Support Questions

Find answers, ask questions, and share your expertise
Announcements
Celebrating as our community reaches 100,000 members! Thank you!

Integration of Spark Streaming with Flume

avatar

Hi i'm using spark streaming to analyse data arrived from flume. But i have an error with FlumeUtils, he says : not found value : FlumeUtils

This is my code :

import org.apache.spark.SparkConf
import org.apache.spark.streaming.flume._
import org.apache.spark.SparkContext
import org.apache.spark.streaming.StreamingContext._
import org.apache.spark.streaming.{ Seconds, StreamingContext }
object WordCount {
  def main(args: Array[String]) {
    val conf = new SparkConf()
      .setAppName("File Count")
      .setMaster("local[2]")

    val sc = new SparkContext(conf)
    val ssc = new StreamingContext(sc, Seconds(10))
    val flumeStream = FlumeUtils.createPollingStream(ssc,198.168.1.31,8020) // not found value : FlumeUtils
    ............
       ssc.start()
    ssc.awaitTermination()
  }
}

and this is pom.xml dependency:

<dependency>
	<groupId>org.scala-lang</groupId>
	<artifactId>scala-library</artifactId>
	<version>2.10.4</version>
</dependency>
<dependency>
	<groupId>org.apache.spark</groupId>
	<artifactId>spark-core_2.10</artifactId>
	<version>1.6.1</version>
</dependency>
<dependency>
	<groupId>org.apache.spark</groupId>
	<artifactId>spark-sql_2.10</artifactId>
	<version>1.6.1</version>
</dependency>
<dependency>
	<groupId>org.apache.spark</groupId>
	<artifactId>spark-streaming-flume-sink_2.10</artifactId>
	<version>1.5.0</version>
</dependency>
<dependency>
        <groupId>org.apache.spark</groupId>
        <artifactId>spark-streaming_2.10</artifactId>
        <version>1.5.0</version>
</dependency>
<dependency>
	<groupId>org.apache.commons</groupId>
	<artifactId>commons-lang3</artifactId>
	<version>3.3.2</version>
</dependency>

thanks in advance for your reply !!!

1 ACCEPTED SOLUTION

avatar
Rising Star

You are messing with createPollingStream method.

 

Give 198.168.1.31 as sink address as below and it should work.

 

FlumeUtils.createPollingStream(ssc,"198.168.1.31",8020)

 

View solution in original post

4 REPLIES 4

avatar
Rising Star

Add below dependency as well:

 

 groupId = org.apache.spark
 artifactId = spark-streaming-flume_2.10
 version = 1.6.1

 

See here for pull based configuration. 

avatar

thanks, but i have an other error with sink machine hostname.

I do  :

FlumeUtils.createPollingStream(ssc,198.168.1.31,8020)

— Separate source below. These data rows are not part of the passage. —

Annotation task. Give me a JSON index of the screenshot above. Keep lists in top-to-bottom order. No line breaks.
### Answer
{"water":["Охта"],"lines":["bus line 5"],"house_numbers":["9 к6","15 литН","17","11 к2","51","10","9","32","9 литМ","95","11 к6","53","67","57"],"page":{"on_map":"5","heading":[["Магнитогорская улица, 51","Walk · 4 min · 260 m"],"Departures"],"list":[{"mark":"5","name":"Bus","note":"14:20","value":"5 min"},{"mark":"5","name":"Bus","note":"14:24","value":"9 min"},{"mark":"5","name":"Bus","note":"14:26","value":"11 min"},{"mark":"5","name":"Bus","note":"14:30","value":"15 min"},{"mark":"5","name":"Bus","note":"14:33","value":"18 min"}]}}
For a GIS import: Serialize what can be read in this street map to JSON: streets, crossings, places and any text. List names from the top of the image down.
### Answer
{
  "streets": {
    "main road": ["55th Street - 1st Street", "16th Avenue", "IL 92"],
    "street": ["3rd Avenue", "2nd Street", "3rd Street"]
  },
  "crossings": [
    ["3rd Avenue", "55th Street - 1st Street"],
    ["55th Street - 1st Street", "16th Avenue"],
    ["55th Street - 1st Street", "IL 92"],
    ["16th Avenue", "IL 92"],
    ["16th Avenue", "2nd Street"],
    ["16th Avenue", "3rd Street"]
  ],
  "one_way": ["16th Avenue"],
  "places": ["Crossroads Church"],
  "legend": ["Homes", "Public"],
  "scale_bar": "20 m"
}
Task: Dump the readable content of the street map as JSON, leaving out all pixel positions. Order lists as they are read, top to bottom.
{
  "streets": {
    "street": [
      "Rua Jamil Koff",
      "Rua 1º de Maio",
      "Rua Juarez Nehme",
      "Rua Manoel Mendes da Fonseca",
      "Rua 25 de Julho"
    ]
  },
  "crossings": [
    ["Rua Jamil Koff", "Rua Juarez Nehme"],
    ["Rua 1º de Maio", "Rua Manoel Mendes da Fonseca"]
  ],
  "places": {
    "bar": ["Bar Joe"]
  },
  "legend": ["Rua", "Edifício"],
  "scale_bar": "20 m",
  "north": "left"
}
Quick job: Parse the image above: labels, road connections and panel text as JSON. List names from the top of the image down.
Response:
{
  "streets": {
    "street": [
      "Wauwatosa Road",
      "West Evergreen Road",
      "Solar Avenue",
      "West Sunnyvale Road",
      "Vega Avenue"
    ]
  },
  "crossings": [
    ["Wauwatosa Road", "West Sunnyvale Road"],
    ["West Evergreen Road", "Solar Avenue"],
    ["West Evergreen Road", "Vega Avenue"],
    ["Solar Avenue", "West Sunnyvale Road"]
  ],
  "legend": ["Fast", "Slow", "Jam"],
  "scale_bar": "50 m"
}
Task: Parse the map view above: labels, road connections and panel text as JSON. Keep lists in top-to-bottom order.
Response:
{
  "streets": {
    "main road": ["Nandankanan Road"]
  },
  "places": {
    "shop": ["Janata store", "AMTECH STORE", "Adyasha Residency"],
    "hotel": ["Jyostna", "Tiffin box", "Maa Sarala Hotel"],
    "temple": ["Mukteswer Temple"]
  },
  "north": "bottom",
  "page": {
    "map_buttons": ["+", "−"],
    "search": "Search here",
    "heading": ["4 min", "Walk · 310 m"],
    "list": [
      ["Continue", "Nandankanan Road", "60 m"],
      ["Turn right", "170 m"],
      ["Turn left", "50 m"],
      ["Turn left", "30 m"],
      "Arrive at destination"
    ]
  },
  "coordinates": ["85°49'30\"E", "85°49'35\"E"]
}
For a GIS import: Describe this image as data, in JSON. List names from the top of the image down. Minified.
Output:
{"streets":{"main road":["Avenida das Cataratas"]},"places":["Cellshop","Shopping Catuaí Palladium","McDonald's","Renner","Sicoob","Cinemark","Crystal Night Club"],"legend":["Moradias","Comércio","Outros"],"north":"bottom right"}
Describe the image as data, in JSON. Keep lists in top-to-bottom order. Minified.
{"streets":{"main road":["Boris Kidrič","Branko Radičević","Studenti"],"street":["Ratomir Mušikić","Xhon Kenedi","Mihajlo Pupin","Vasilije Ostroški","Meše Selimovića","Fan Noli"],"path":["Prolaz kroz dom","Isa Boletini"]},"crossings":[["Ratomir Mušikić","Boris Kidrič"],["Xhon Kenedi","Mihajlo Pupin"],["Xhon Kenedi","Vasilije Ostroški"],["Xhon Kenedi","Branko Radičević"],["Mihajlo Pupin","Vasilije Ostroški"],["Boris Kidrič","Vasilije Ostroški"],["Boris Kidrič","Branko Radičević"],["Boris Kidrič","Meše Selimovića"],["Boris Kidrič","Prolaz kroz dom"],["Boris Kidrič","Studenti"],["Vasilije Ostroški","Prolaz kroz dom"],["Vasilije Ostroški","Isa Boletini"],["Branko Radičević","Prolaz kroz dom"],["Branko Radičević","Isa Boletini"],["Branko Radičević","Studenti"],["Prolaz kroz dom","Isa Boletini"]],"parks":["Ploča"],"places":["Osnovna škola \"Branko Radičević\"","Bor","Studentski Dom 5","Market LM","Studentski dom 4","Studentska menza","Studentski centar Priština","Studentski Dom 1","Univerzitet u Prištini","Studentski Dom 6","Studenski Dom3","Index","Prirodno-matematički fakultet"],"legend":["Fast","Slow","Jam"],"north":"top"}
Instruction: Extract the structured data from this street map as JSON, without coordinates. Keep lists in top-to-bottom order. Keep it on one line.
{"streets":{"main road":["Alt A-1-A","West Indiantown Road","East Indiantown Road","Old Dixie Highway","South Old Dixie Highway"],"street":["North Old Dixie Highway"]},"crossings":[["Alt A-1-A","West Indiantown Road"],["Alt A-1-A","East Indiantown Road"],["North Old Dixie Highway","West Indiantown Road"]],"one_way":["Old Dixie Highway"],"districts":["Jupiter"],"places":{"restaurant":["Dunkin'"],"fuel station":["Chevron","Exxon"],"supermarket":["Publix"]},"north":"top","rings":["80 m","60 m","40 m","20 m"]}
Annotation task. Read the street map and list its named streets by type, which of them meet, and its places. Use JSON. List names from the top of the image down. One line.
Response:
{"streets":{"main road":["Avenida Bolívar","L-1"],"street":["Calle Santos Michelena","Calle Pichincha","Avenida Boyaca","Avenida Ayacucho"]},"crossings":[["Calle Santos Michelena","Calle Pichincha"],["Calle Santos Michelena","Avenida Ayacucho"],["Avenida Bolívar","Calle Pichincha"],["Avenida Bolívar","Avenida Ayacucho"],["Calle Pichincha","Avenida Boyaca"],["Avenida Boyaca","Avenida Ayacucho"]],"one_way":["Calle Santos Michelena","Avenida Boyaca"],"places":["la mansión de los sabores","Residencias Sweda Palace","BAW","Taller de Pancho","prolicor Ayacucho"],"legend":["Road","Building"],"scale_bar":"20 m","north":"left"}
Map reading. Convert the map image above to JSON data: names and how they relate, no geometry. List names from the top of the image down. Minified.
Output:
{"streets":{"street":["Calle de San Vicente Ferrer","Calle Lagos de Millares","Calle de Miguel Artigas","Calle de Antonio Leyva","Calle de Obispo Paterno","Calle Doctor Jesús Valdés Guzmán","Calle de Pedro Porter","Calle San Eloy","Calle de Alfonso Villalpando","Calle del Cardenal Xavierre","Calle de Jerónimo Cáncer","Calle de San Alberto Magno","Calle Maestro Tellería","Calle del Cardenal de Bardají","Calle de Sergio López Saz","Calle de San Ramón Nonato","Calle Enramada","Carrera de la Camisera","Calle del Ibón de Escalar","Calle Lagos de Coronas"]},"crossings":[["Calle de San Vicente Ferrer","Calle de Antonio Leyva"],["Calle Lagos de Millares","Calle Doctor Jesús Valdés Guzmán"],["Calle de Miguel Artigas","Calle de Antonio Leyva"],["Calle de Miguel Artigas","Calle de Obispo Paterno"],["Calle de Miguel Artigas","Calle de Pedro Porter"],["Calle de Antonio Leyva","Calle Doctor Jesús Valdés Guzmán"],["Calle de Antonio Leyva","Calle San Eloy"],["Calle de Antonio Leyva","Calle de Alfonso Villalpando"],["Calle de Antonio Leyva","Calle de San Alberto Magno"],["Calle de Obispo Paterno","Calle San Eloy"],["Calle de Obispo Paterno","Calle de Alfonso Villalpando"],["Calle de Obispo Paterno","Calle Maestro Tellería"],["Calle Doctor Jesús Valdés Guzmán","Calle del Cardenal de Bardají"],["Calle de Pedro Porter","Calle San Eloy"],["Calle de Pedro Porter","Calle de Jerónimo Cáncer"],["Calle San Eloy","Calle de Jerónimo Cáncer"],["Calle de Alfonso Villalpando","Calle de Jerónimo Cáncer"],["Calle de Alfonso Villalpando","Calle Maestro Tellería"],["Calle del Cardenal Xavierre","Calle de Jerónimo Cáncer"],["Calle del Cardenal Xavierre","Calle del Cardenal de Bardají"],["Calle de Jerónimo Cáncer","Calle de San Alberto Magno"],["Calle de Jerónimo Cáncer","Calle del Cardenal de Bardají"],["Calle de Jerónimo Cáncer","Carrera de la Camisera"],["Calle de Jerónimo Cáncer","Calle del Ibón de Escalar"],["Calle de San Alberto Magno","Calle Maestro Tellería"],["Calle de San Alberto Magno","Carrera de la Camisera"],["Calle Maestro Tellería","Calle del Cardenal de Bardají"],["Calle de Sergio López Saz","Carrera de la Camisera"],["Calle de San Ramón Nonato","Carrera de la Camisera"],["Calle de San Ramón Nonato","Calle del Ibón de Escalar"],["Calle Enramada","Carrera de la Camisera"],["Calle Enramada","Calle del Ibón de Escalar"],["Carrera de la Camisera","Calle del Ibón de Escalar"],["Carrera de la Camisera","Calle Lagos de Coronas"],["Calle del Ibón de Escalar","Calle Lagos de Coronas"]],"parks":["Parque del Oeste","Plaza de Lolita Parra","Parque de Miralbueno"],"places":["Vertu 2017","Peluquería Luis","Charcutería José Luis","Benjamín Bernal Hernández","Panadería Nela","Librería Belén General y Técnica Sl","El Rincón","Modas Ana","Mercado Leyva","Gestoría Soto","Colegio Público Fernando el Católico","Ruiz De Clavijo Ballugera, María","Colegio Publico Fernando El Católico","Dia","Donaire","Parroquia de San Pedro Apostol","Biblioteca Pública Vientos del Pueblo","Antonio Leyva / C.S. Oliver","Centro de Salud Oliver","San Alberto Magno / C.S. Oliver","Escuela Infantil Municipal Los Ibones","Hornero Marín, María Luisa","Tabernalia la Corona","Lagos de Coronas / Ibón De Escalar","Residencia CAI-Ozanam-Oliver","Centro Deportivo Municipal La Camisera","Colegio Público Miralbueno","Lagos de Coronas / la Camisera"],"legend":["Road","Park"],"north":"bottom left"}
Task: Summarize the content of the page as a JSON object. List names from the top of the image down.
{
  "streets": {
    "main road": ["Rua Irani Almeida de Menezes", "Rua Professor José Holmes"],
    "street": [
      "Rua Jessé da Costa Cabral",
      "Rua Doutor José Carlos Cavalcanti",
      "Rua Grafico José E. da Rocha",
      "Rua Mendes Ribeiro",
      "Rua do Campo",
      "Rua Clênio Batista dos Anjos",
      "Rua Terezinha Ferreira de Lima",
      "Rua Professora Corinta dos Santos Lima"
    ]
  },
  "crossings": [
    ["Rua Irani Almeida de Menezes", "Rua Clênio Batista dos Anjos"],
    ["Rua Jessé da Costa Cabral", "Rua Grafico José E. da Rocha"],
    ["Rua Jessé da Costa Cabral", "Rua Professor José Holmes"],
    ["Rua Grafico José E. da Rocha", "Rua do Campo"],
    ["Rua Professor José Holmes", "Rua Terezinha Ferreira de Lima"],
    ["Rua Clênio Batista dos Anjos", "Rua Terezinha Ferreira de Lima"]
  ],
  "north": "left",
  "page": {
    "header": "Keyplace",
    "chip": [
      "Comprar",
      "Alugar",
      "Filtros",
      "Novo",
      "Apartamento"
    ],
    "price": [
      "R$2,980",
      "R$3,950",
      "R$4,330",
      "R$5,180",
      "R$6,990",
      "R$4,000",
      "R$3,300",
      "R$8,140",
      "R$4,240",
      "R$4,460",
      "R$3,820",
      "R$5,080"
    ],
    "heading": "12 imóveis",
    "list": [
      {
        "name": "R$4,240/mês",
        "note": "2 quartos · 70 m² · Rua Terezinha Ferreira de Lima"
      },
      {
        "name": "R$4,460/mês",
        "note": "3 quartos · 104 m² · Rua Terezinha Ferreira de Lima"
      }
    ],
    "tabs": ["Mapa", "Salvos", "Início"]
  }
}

the error is : overloaded method value createPollingStream with alternatives

In the official site : 

val flumeStream = FlumeUtils.createPollingStream(streamingContext, [sink machine hostname], [sink port])

How can i enter the sink machine hostname ?

avatar
Rising Star

You are messing with createPollingStream method.

 

Give 198.168.1.31 as sink address as below and it should work.

 

FlumeUtils.createPollingStream(ssc,"198.168.1.31",8020)

 

avatar

Yes it's working now, thanks for your help.